*Brief:* The response should contain only those lines of the entries below that include the string "Zentrum".

[Data entries]
---+---

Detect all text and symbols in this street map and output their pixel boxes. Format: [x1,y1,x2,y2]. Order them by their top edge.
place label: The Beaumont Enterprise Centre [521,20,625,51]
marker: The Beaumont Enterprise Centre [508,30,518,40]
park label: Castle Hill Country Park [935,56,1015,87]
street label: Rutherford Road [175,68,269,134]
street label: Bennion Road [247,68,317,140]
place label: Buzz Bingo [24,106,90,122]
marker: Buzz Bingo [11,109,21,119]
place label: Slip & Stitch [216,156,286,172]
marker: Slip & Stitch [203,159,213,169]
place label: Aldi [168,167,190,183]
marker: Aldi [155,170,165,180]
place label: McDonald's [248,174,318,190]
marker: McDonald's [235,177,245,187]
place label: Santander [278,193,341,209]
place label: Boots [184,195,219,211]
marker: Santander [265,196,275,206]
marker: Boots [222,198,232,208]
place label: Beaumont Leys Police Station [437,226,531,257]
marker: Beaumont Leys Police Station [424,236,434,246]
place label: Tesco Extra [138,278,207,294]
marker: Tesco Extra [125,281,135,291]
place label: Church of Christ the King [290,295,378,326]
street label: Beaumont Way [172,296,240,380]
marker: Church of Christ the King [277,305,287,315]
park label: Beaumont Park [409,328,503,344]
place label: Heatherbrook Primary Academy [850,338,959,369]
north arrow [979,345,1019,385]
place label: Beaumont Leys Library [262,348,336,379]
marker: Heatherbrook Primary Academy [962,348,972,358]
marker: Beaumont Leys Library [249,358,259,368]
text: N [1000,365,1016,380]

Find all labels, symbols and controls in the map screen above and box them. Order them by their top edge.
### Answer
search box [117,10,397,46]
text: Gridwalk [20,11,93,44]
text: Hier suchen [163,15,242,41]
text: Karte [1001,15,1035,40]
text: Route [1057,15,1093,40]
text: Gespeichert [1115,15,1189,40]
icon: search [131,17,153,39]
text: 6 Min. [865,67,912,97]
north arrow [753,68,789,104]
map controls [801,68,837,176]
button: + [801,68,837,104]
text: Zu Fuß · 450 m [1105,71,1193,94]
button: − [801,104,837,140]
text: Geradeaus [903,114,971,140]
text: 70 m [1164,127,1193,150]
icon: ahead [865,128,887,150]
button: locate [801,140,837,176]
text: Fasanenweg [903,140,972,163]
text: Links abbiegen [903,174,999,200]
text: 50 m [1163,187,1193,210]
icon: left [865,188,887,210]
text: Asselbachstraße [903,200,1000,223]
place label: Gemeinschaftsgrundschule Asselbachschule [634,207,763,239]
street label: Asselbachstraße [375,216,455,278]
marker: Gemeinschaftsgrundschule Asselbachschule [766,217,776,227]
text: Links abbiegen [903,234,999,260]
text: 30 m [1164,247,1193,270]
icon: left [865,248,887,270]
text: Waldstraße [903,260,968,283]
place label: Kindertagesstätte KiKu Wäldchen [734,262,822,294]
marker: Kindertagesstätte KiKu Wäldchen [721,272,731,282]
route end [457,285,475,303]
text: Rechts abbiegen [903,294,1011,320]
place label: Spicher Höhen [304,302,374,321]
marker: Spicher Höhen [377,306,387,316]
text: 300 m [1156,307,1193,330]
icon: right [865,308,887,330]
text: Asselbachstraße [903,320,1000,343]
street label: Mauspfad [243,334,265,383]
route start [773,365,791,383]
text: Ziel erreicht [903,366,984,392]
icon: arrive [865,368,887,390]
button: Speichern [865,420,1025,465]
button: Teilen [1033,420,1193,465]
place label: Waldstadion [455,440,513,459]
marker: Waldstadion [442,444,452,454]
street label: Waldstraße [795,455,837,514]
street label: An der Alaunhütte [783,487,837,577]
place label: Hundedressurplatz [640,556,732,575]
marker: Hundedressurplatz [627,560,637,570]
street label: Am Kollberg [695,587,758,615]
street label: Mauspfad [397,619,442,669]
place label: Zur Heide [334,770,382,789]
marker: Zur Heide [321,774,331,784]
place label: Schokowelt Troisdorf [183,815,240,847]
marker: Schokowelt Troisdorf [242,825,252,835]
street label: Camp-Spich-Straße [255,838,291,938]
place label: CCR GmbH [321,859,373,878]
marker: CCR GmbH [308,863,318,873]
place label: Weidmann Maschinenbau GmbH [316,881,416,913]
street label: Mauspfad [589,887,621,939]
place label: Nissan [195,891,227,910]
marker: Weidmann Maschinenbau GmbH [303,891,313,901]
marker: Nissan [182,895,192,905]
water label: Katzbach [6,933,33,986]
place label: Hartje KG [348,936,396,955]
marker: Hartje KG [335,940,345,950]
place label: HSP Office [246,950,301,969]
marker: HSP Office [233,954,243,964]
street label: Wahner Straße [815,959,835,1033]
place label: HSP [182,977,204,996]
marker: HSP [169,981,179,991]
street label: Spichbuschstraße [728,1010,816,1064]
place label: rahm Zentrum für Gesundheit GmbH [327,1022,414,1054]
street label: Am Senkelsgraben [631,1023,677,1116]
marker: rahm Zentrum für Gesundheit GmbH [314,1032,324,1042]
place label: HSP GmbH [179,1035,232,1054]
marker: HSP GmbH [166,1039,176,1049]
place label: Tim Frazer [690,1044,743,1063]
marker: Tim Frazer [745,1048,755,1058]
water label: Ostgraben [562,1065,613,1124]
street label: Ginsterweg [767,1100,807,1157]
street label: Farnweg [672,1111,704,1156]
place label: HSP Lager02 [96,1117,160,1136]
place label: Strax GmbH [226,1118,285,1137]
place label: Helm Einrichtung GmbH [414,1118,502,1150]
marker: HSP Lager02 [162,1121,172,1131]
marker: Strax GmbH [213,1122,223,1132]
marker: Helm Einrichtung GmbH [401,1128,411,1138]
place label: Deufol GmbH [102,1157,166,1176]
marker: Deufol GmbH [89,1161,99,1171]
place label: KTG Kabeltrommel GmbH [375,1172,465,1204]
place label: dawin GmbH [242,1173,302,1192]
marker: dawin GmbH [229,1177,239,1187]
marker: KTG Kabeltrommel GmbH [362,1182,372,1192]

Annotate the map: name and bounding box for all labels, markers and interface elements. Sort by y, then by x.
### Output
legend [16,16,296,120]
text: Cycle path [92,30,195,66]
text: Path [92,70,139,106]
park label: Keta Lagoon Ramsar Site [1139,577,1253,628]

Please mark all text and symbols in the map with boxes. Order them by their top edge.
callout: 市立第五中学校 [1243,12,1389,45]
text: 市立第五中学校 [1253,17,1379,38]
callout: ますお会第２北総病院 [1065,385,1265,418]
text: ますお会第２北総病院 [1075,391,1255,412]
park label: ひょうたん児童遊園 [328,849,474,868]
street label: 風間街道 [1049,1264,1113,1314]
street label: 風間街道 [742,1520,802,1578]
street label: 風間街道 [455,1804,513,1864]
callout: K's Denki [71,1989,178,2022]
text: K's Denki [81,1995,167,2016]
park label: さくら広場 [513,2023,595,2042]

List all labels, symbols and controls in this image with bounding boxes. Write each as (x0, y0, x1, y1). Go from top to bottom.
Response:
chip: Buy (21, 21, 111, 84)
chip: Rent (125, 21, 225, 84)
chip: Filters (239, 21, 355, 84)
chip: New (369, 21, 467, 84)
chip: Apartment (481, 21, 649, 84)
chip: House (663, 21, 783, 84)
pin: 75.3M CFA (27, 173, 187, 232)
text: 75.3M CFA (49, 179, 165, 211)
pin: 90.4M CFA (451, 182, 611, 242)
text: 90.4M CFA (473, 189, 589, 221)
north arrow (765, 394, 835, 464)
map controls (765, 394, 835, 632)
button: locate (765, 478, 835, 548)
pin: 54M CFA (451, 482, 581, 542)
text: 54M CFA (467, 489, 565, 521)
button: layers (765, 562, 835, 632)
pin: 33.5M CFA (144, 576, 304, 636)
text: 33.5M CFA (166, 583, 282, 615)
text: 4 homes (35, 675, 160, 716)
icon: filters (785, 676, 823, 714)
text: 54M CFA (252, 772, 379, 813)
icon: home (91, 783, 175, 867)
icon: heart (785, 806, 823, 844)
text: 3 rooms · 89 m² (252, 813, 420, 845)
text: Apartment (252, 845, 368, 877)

---+---

*Answer box:*
place label: rahm Zentrum für Gesundheit GmbH [327,1022,414,1054]
marker: rahm Zentrum für Gesundheit GmbH [314,1032,324,1042]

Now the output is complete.